A clear disadvantage of the method is that only partial assignments are obtained. For instance, in GFP 43% of residues are in unique (a)b pairs, 35% are in (a)b pairs that occur twice in the protein sequence, 14% are in (a)b pairs that occur three times in the protein sequence, and 8% exhibit higher degeneracy. While incomplete, these assignments would still provide a very large number of residue-specific probes, which will in general be randomly distributed in the protein. In many applications, an incomplete assignment will be quite adequate, for instance, to resolve the choice between different models. Reese and Dötsch4 showed recently that binding information could be obtained by studying the patterns of chemical shift perturbations in a number of single amino acid-type labeled samples. By searching for a region with an appropriate amino acid composition they were able to identify a binding site, which they proposed could be verified using dual selective amino acid labeling to identify a particular single amino acid. Our technique provides much more detailed information with a comparable number of samples.
The method that we have presented here could be developed in various ways. In cases of severe spectral overlap the number of amino acids that are 15N labeled could be reduced, while retaining the full pattern of 13C labeling.
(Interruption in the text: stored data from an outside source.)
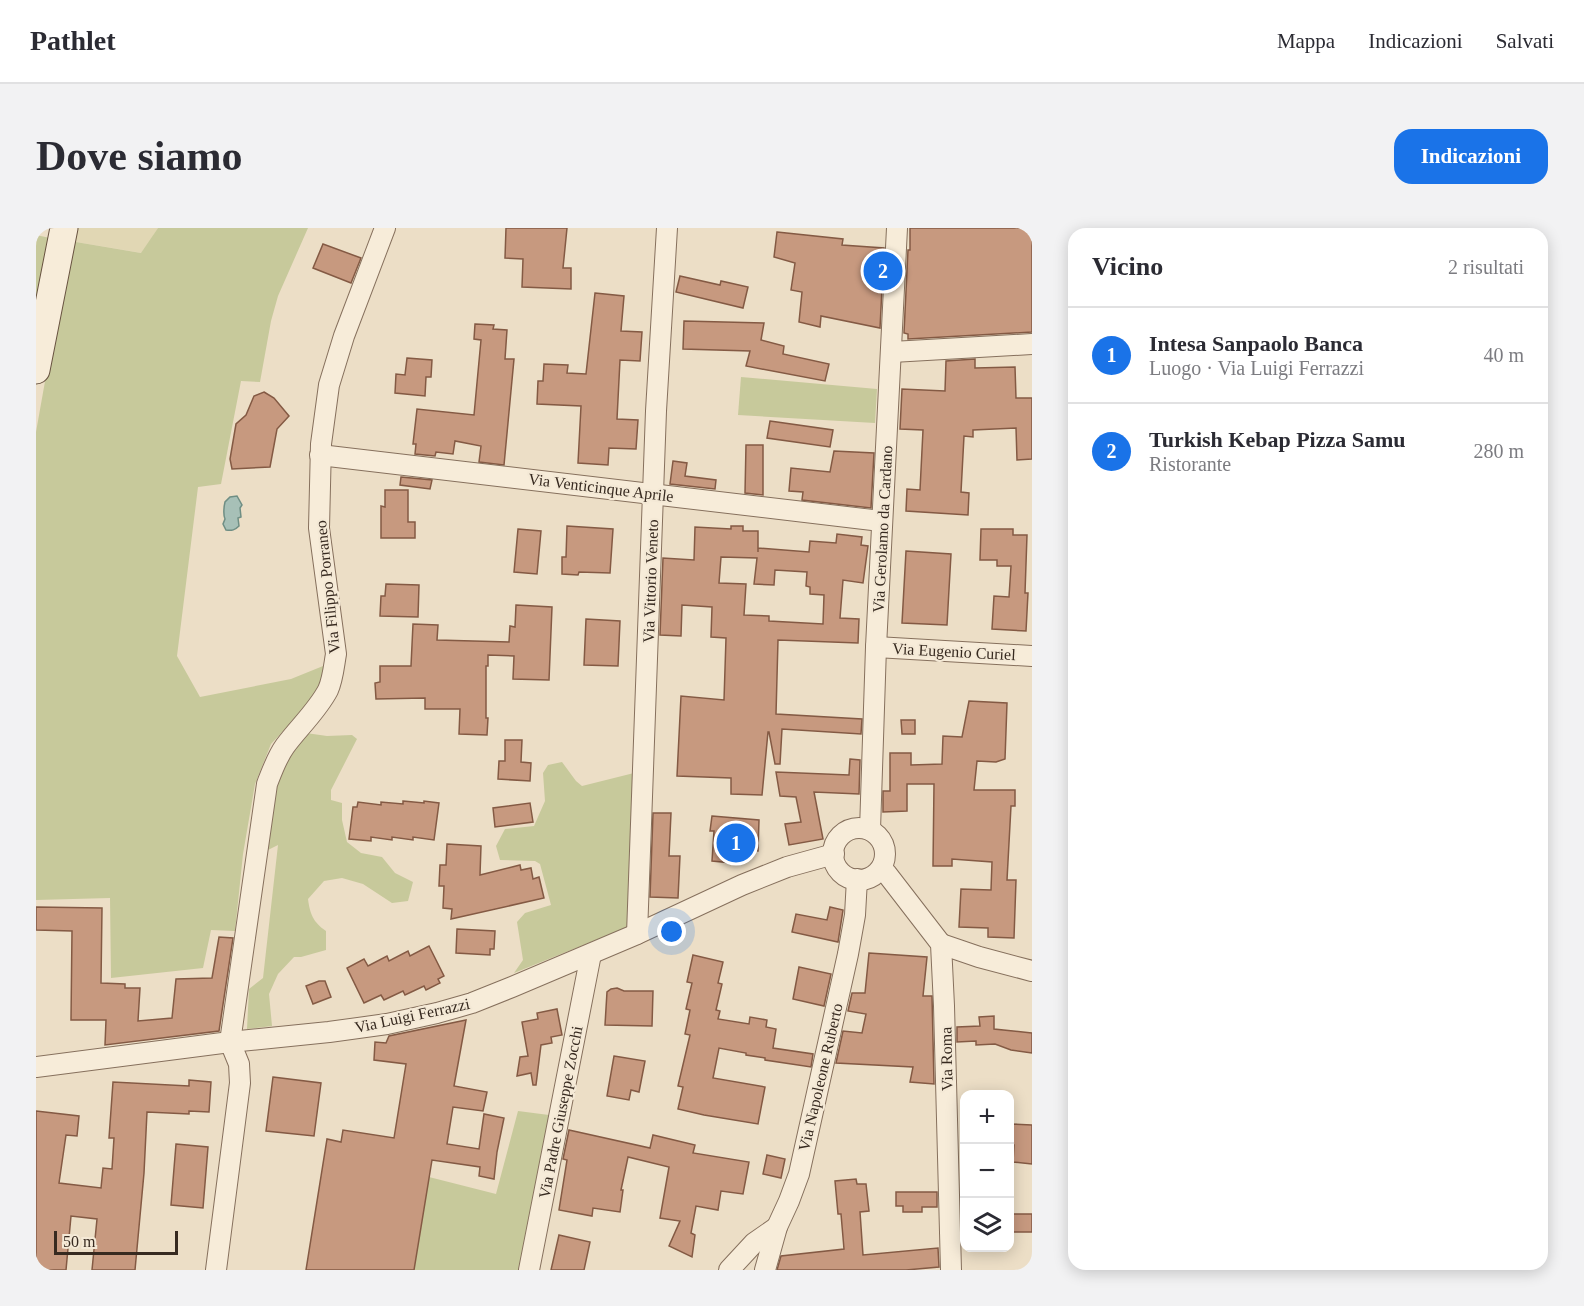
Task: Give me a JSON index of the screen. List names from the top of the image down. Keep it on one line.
{"streets":{"street":["Via Venticinque Aprile","Via Gerolamo da Cardano","Via Vittorio Veneto","Via Filippo Porraneo","Via Eugenio Curiel","Via Luigi Ferrazzi","Via Roma","Via Napoleone Ruberto","Via Padre Giuseppe Zocchi"]},"crossings":[["Via Venticinque Aprile","Via Gerolamo da Cardano"],["Via Venticinque Aprile","Via Vittorio Veneto"],["Via Venticinque Aprile","Via Filippo Porraneo"],["Via Gerolamo da Cardano","Via Eugenio Curiel"],["Via Gerolamo da Cardano","Via Luigi Ferrazzi"],["Via Gerolamo da Cardano","Via Napoleone Ruberto"],["Via Vittorio Veneto","Via Luigi Ferrazzi"],["Via Filippo Porraneo","Via Luigi Ferrazzi"],["Via Luigi Ferrazzi","Via Napoleone Ruberto"],["Via Luigi Ferrazzi","Via Padre Giuseppe Zocchi"]],"scale_bar":"50 m","page":{"header":"Pathlet","nav":["Mappa","Indicazioni","Salvati"],"buttons":"Indicazioni","title":"Dove siamo","heading":["Vicino","2 risultati"],"pins":["2","1"],"list":[{"mark":"1","name":"Intesa Sanpaolo Banca","note":"Luogo · Via Luigi Ferrazzi","value":"40 m"},{"mark":"2","name":"Turkish Kebap Pizza Samu","note":"Ristorante","value":"280 m"}],"map_buttons":["+","−"],"scale":"50 m"}}
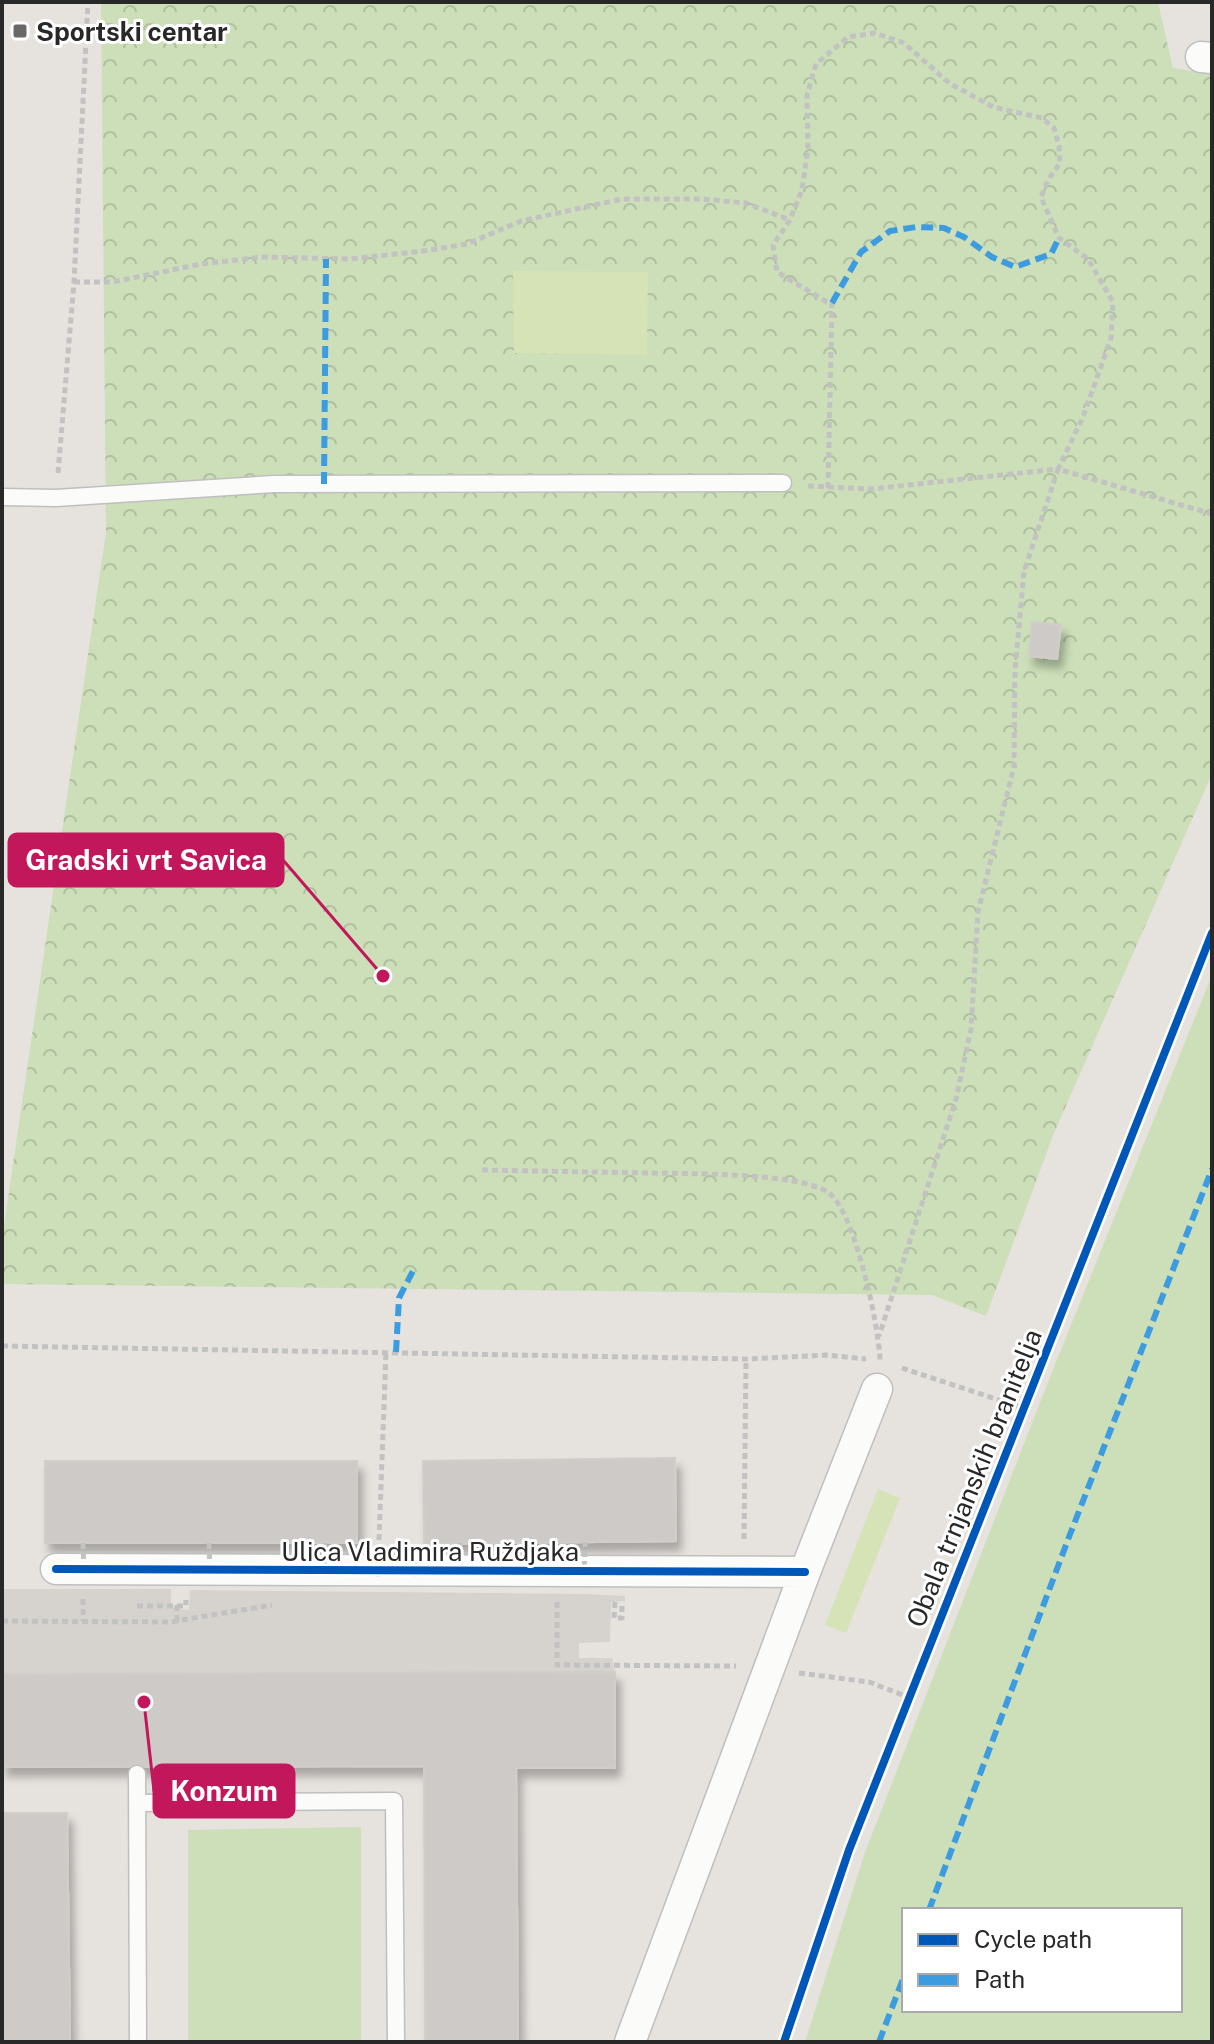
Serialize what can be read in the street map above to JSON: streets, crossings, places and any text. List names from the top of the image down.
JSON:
{
  "streets": {
    "street": ["Ulica Vladimira Ruždjaka"],
    "cycle path": ["Obala trnjanskih branitelja"]
  },
  "places": {
    "transit": ["Sportski centar"],
    "other": ["Gradski vrt Savica", "Konzum"]
  },
  "legend": ["Cycle path", "Path"]
}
This would reduce the number of potentially overlapping cross-peaks in the 1H–15N planes, without compromising the ability to identify the nature of the preceding residue. Combining the method with segmental isotope labeling9 would both decrease the spectral complexity and improve the number of unambiguous assignments. The availability of deuterated 13C and 15N amino acids would also greatly increase the range of applicability of this method by making use of TROSY10 and saturation transfer11 methods.
The work was funded by the BBSRC, U.K. M.J.P. is a BBSRC David Phillips Fellow and University Research Fellow (University of Leeds). We acknowledge the provision of FELIX software from Accelrys. We thank Paul Gillingham and Mark Wells for assistance with the NMR spectroscopy and Sophie Jackson for a clone of GFP.